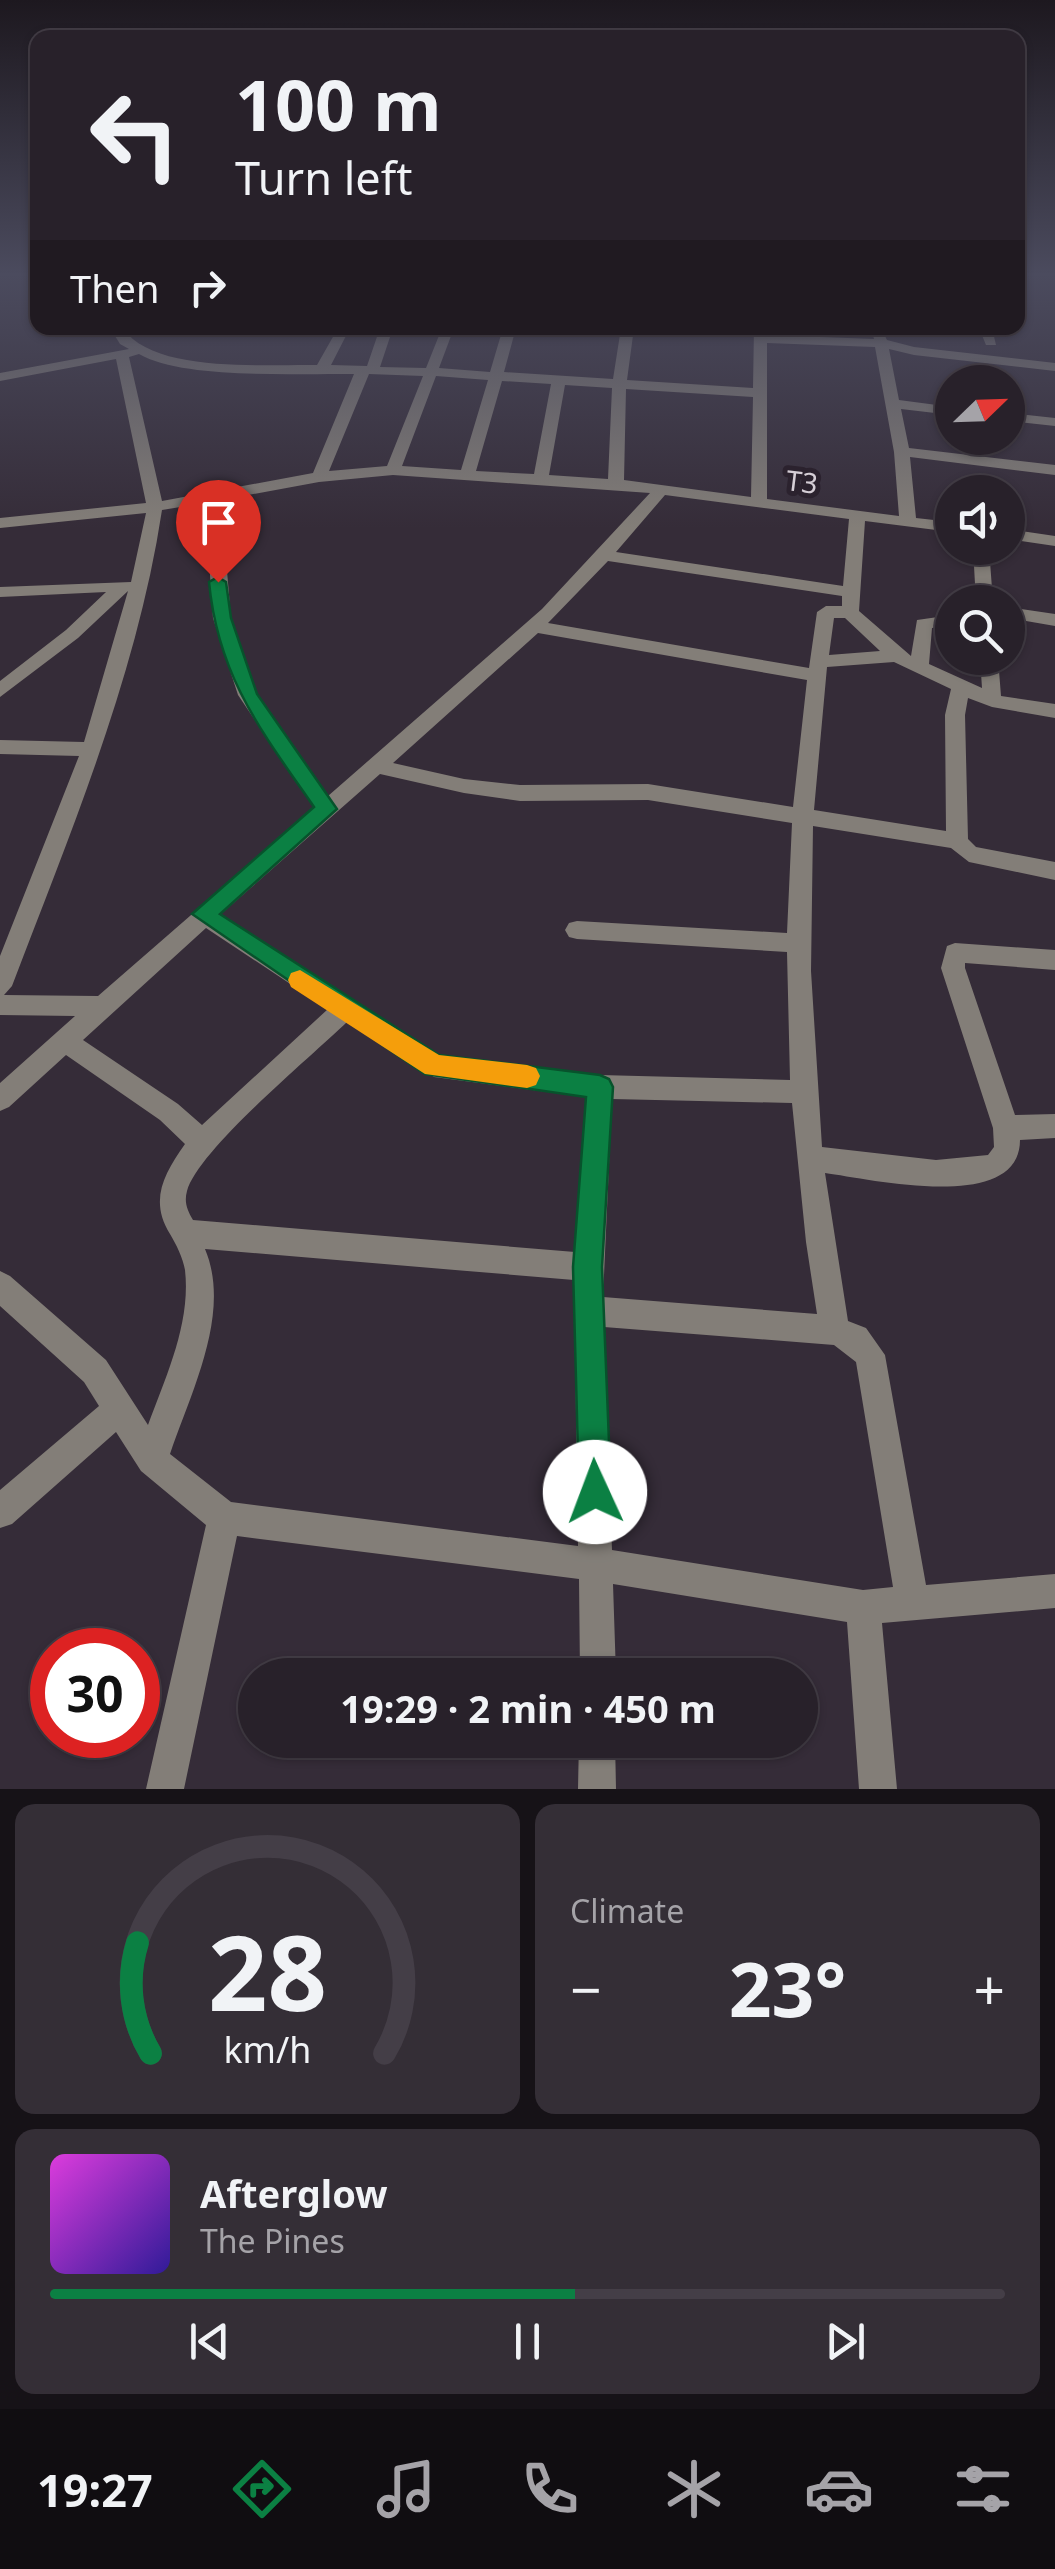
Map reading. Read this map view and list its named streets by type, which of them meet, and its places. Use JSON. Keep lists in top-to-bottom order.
{
  "streets": {
    "street": ["T3"]
  },
  "north": "top right",
  "page": {
    "turn": ["100 m", "Turn left"],
    "then": "Then",
    "limit": "30",
    "trip": "19:29 · 2 min · 450 m",
    "tile": "Climate",
    "heat": ["−", "23°", "+"],
    "song": ["Afterglow", "The Pines"],
    "tabs": "19:27",
    "gauge": ["28", "km/h"]
  }
}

|---|

§ **Problem details**
Pictures aside, print every line of the material exactly.

§ **Expected output**
Map reading. Read this map view and list its named streets by type, which of them meet, and its places. Use JSON. Keep lists in top-to-bottom order.
{
  "streets": {
    "street": ["T3"]
  },
  "north": "top right",
  "page": {
    "turn": ["100 m", "Turn left"],
    "then": "Then",
    "limit": "30",
    "trip": "19:29 · 2 min · 450 m",
    "tile": "Climate",
    "heat": ["−", "23°", "+"],
    "song": ["Afterglow", "The Pines"],
    "tabs": "19:27",
    "gauge": ["28", "km/h"]
  }
}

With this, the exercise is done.